Mr Brown underwent multiple operations and spent a lot of time in hospital as doctors tried to encourage his shattered bones to knit back together.

But there were numerous problems, including a serious infection that put him in hospital for several weeks which was believed to have been picked up when the bone had broken through the skin of his foot.

These setbacks led to Mr Brown having the leg amputated more than two years after the crash – the 21st operation he had endured in the wake of the incident.

The 58-year-old has been unable to work since the day of the crash and it is believed he will not work again, something he says is “pretty hard to take”.

Mr Brown said the crash, and the ensuing medical issues, had had a significant impact not only on him, but on his wife Wendy and his kids as well.

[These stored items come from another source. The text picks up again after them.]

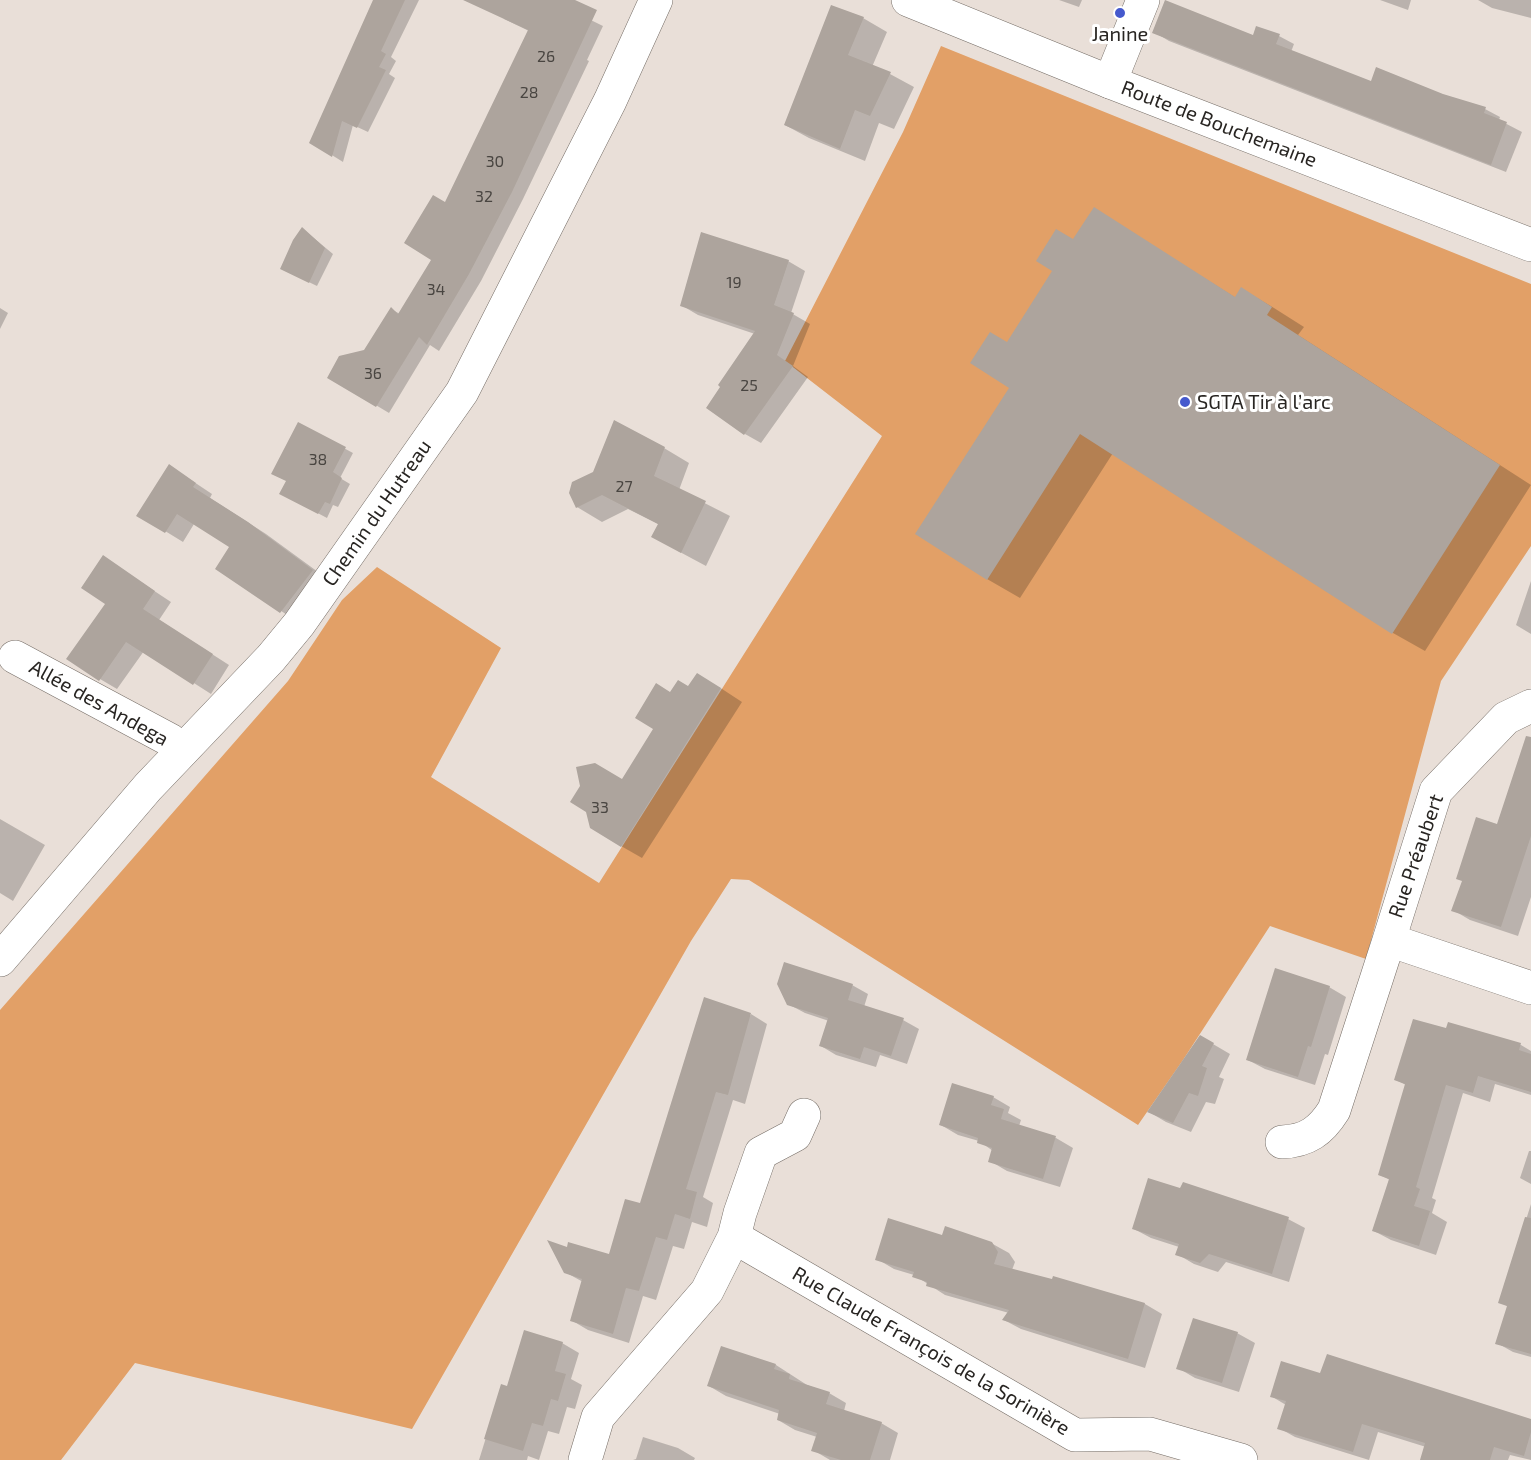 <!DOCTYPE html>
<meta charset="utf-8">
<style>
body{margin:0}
canvas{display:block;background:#e9dfd8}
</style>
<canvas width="1531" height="1460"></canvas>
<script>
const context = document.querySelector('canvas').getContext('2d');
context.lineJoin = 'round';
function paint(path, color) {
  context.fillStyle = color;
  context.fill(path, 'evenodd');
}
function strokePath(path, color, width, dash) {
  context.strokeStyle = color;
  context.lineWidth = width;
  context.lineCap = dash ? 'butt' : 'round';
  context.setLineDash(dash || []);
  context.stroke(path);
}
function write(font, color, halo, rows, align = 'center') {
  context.font = font + ' "Exo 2",sans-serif';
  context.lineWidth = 6;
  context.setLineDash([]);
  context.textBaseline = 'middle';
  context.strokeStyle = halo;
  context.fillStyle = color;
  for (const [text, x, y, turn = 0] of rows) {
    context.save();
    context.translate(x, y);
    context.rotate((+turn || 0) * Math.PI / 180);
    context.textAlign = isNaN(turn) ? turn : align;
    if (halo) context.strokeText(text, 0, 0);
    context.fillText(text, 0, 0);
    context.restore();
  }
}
const green = new Path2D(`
 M 941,46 L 1531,284 L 1531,546 L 1441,681 L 1366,959 L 1270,926 L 1183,1060 L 1138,1125 L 749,880 L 731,879 L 691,941 L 412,1429 L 135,1363 L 61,1460 L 0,1460 L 0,1010 L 288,681 L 342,600 L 377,567 L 501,648 L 431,777 L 599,883 L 882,436 L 785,361 L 903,132 Z`);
const shadow = new Path2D(`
 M 374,0 L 419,0 L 391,57 L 396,61 L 389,74 L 395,78 L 368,132 L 353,125 L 343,162 L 311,142 Z
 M 498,0 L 550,0 L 603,26 L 587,60 L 589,61 L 523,199 L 481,281 L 439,351 L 430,345 L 389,413 L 329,377 L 365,351 L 391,309 L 400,314 L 433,260 L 529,31 L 504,19 Z
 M 1059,0 L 1082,0 L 1079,7 Z
 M 1380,0 L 1411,0 L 1408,10 Z
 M 1478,0 L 1531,0 L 1531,18 L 1492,8 Z
 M 863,18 L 887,32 L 872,67 L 890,74 L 914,87 L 894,129 L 879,123 L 865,161 L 809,138 L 785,125 Z
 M 1154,32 L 1253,37 L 1279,36 L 1294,44 L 1291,52 L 1372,83 L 1442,95 L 1485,109 L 1500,117 L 1499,120 L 1522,132 L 1506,172 L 1169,41 Z
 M 1094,209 L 1236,298 L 1242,289 L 1274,308 L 1304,327 L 1298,335 L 1531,485 L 1425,651 L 1393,633 L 1113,453 L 1020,598 L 987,579 L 1011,388 L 1008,344 Z
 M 303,229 L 333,254 L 317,286 L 290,273 Z
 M 788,261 L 805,271 L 791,313 L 810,324 L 793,366 L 808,377 L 761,443 L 745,434 L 755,334 L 698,315 L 681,305 Z
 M 0,308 L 8,313 L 0,329 Z
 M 299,424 L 353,453 L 340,478 L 350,484 L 338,507 L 333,505 L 327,518 L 289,498 L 287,481 Z
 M 664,448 L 689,463 L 679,490 L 730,516 L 706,566 L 678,551 L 660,525 L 628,509 L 602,522 L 577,507 L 594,473 Z
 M 170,466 L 212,494 L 210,498 L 266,534 L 329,580 L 298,622 L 217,569 L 232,547 L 194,524 L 183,542 L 139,515 Z
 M 103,557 L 171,602 L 159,620 L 229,665 L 211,694 L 144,651 L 117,689 L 100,679 L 107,604 Z
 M 1531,581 L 1531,634 L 1516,625 Z
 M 719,687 L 742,702 L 642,858 L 621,846 L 622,780 L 655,729 L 671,693 L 689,688 Z
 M 1531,783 L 1531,897 L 1518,936 L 1470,920 L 1453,910 L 1463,882 L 1498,825 Z
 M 0,819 L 45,845 L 13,901 L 0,893 Z
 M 852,985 L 868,994 L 864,1007 L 903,1020 L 919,1029 L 907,1064 L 880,1055 L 876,1067 L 836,1055 L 821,1046 L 829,1021 L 805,1013 L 788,1004 Z
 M 1329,987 L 1346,997 L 1328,1055 L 1325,1054 L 1315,1085 L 1265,1069 L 1248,1060 Z
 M 751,1014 L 767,1024 L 745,1104 L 733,1100 L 703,1197 L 713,1203 L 707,1227 L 692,1222 L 684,1249 L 673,1246 L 656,1300 L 643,1296 L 629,1343 L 588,1330 L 571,1320 L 583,1282 L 565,1272 L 568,1249 L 610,1256 L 641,1205 Z
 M 1449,1024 L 1521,1045 L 1531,1051 L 1531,1095 L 1495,1084 L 1490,1102 L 1463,1093 L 1432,1198 L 1436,1200 L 1432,1213 L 1447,1222 L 1436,1255 L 1391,1240 L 1374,1231 L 1390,1180 L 1380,1175 L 1406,1085 L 1396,1080 L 1446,1030 Z
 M 1201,1037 L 1230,1054 L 1219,1077 L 1224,1079 L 1215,1104 L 1206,1102 L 1191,1132 L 1166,1122 L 1149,1112 Z
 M 993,1097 L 1010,1107 L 1008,1113 L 1021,1120 L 1019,1126 L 1056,1138 L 1073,1148 L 1060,1187 L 1007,1171 L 990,1161 L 993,1151 L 979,1141 L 958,1135 L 941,1125 Z
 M 1529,1151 L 1531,1151 L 1531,1184 L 1520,1178 Z
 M 1531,1204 L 1531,1357 L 1513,1352 L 1497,1343 L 1509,1307 L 1500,1302 Z
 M 1288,1219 L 1305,1228 L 1289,1282 L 1226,1262 L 1218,1272 L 1194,1264 L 1177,1254 L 1179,1247 L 1151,1238 L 1134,1229 Z
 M 943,1237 L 991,1243 L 1009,1253 L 1015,1262 L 1012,1270 L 1053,1281 L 1054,1278 L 1145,1304 L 1162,1314 L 1145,1368 L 1021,1329 L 1004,1320 L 1009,1313 L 945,1295 L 914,1275 L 894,1269 L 877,1259 Z
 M 1237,1333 L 1255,1343 L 1239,1392 L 1195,1378 L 1178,1368 Z
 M 562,1343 L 579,1353 L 571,1379 L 582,1385 L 575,1409 L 567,1407 L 559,1434 L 548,1431 L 539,1460 L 528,1456 L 527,1460 L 479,1460 L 502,1386 L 508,1387 Z
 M 722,1348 L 776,1365 L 807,1385 L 829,1393 L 846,1403 L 844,1411 L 881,1423 L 898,1433 L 890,1460 L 830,1460 L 813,1450 L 817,1437 L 795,1430 L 778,1420 L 780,1414 L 726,1396 L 709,1386 Z
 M 1321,1375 L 1531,1420 L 1531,1460 L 1510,1455 L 1508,1460 L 1431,1460 L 1426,1447 L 1378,1432 L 1369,1460 L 1295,1437 L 1279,1428 L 1286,1405 L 1271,1396 Z
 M 643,1437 L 678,1448 L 695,1458 L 694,1460 L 633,1460 L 636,1459 Z`);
const building = new Path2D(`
 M 373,0 L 405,0 L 381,51 L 386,54 L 379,67 L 386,70 L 357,128 L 342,121 L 332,157 L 309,143 Z
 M 463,0 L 575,0 L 597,10 L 512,192 L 469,274 L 427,345 L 419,337 L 376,407 L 327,378 L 339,356 L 364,350 L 391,307 L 398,314 L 431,260 L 404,243 L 433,195 L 445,202 L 528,30 Z
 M 1165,0 L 1253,35 L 1256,26 L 1280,34 L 1276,44 L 1371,81 L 1376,67 L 1443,94 L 1486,107 L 1484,113 L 1507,122 L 1491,165 L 1152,33 Z
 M 831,5 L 864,17 L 848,55 L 891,72 L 870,116 L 855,110 L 840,149 L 784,125 Z
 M 1094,207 L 1235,297 L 1241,287 L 1272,307 L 1267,315 L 1500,465 L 1392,634 L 1080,434 L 987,580 L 915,534 L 1009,388 L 970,363 L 990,332 L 1007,342 L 1052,271 L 1036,261 L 1056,229 L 1073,239 Z
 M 302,227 L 325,248 L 309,283 L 280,269 L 293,240 Z
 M 701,232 L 789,260 L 774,305 L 794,313 L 777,355 L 793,366 L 744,435 L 706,408 L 720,387 L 718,385 L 755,331 L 680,306 Z
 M 614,420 L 665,447 L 654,476 L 706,501 L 681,553 L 651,537 L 658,524 L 602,495 L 576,508 L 569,493 L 572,482 L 593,472 Z
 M 298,422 L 346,447 L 333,472 L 342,478 L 330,504 L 325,502 L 318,514 L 279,494 L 286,481 L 271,474 Z
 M 169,464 L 196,483 L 193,487 L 248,522 L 313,570 L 280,613 L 215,569 L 229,547 L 177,514 L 165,533 L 136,516 Z
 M 103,555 L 155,591 L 143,609 L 213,654 L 193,685 L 126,642 L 99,681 L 66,659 L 105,604 L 81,588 Z
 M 697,673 L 721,688 L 621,847 L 590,828 L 586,812 L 570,802 L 580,786 L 576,767 L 595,763 L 622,779 L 653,729 L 635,718 L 656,683 L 670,692 L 678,680 L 688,686 Z
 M 1526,736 L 1531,737 L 1531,836 L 1501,927 L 1451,911 L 1462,881 L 1456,879 L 1476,817 L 1497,824 Z
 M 784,962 L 853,984 L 848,1000 L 904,1018 L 891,1056 L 864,1047 L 860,1059 L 819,1046 L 828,1018 L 787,1005 L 777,984 Z
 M 1275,968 L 1330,986 L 1311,1047 L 1308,1046 L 1298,1077 L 1246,1060 Z
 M 704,997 L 751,1013 L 728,1095 L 716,1092 L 686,1189 L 697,1192 L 690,1219 L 675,1214 L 667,1240 L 656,1237 L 639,1291 L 626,1288 L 613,1334 L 570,1321 L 582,1279 L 564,1273 L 547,1240 L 567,1247 L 568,1242 L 609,1254 L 625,1199 L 640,1203 Z
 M 1413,1019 L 1446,1028 L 1448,1022 L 1521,1043 L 1519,1050 L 1531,1054 L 1531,1092 L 1478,1076 L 1473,1093 L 1446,1085 L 1416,1187 L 1420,1189 L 1414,1206 L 1430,1211 L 1419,1246 L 1372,1231 L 1389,1179 L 1378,1175 L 1405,1084 L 1394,1080 Z
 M 1200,1035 L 1214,1043 L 1202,1066 L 1207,1068 L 1198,1096 L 1189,1093 L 1173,1123 L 1147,1112 Z
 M 952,1083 L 994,1096 L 991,1105 L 1004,1109 L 1001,1119 L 1056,1136 L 1043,1179 L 988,1162 L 992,1148 L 977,1143 L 978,1138 L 939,1125 Z
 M 1148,1178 L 1180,1188 L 1183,1182 L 1289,1217 L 1272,1274 L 1209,1254 L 1200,1263 L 1175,1255 L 1179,1244 L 1132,1229 Z
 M 1525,1217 L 1531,1218 L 1531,1354 L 1495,1344 L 1507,1306 L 1498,1303 Z
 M 888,1218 L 942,1235 L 945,1226 L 992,1242 L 998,1252 L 994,1264 L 1052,1279 L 1053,1276 L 1145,1303 L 1128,1359 L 1002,1320 L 1009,1310 L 926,1286 L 927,1282 L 912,1277 L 914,1272 L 875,1260 Z
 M 1193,1318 L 1238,1332 L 1222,1383 L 1176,1369 Z
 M 524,1330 L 563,1342 L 555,1371 L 566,1374 L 558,1401 L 551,1399 L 543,1426 L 532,1423 L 523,1451 L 484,1439 L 501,1384 L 507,1386 Z
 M 721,1346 L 776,1364 L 774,1369 L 790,1374 L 789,1379 L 830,1392 L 826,1404 L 882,1422 L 870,1460 L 841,1460 L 811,1451 L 817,1433 L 777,1420 L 779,1410 L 707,1386 Z
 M 1327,1354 L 1531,1419 L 1531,1432 L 1524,1456 L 1494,1447 L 1490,1460 L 1420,1460 L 1425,1443 L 1362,1424 L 1353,1452 L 1277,1429 L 1286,1401 L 1270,1397 L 1281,1361 L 1320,1373 Z`);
const minor = new Path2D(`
 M 1110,82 L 1143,0
 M 15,657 L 170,740 L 182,751
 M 1389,940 L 1436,791 L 1506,718 L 1531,706
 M 1282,1142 C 1307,1141 1321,1131 1334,1110 L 1389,940 L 1531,988
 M 734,1237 L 1075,1435 L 1150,1434 L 1241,1460
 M 585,1460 L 598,1417 L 707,1291 L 734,1237 L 740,1213 L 761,1153 L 795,1135 L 804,1115`);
const tertiary = new Path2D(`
 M 908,0 L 1110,82 L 1531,245
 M 0,960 L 148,787 L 271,658 L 299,624 L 462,392 L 610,101 L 656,0`);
const markers = [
 [1120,13,6,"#4559cd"],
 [1185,402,6,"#4559cd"]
];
const numberNames = [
 ["26",546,57],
 ["28",529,93],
 ["30",495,162],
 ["32",484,197],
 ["19",734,283],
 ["34",436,290],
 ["36",373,374],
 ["25",749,386],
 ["38",318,460],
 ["27",624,487],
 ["33",600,808]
];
const poiNames = [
 ["Janine",1120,34],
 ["SGTA Tir à l’arc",1197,402,"left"]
];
const streetNames = [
 ["Route de Bouchemaine",1219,124,21],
 ["Chemin du Hutreau",377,513,-55],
 ["Allée des Andega",99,703,29],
 ["Rue Préaubert",1416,856,-71],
 ["Rue Claude François de la Sorinière",931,1351,30]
];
paint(green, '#e2a067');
paint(shadow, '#0003');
paint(building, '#ada49d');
strokePath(minor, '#756d66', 34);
strokePath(tertiary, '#756d66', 34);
strokePath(minor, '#fff', 33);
strokePath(tertiary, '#fff', 33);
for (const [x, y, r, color] of markers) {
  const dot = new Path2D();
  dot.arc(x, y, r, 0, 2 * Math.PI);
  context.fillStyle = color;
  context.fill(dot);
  strokePath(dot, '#fff', 2);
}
write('16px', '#494541', null, numberNames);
write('20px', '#282522', '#fff', poiNames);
write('20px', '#282522', '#fff', streetNames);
</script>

His wife and youngest son, who was living at home at the time, had to take on more of the duties around the home, and the family has also had to deal with the emotional burden of concern for their husband and father.

“I’ll wear this for the rest of my life, my family wears this for the rest of their lives,” he said.

While Mr Brown never found out what the driver responsible for the crash was doing at the time, he said she was not paying enough attention to the road.

“Your job while you’re driving, your contract of having a licence, is that you will watch out for other people,” he said.

Mr Brown hopes young drivers, and even kids who are not able to get their licences yet, will sit up and pay attention to his story, an example of the profound impact a moment of carelessness on the roads can have.

“It is confronting to see the sorts of things I’ve had to endure, it is confronting and it should be confronting,” he said.

Mr Brown still rides his motorbike and has been volunteering at the rehabilitation wards of Bendigo Health and St John of God hospital, helping other people through trying times.

But he is still angry about what has happened to him.

“Like one little kid said, ‘Oh, will it grow back?’ It ain’t going to grow back, it’s never going to be the same again. My life is forever different.”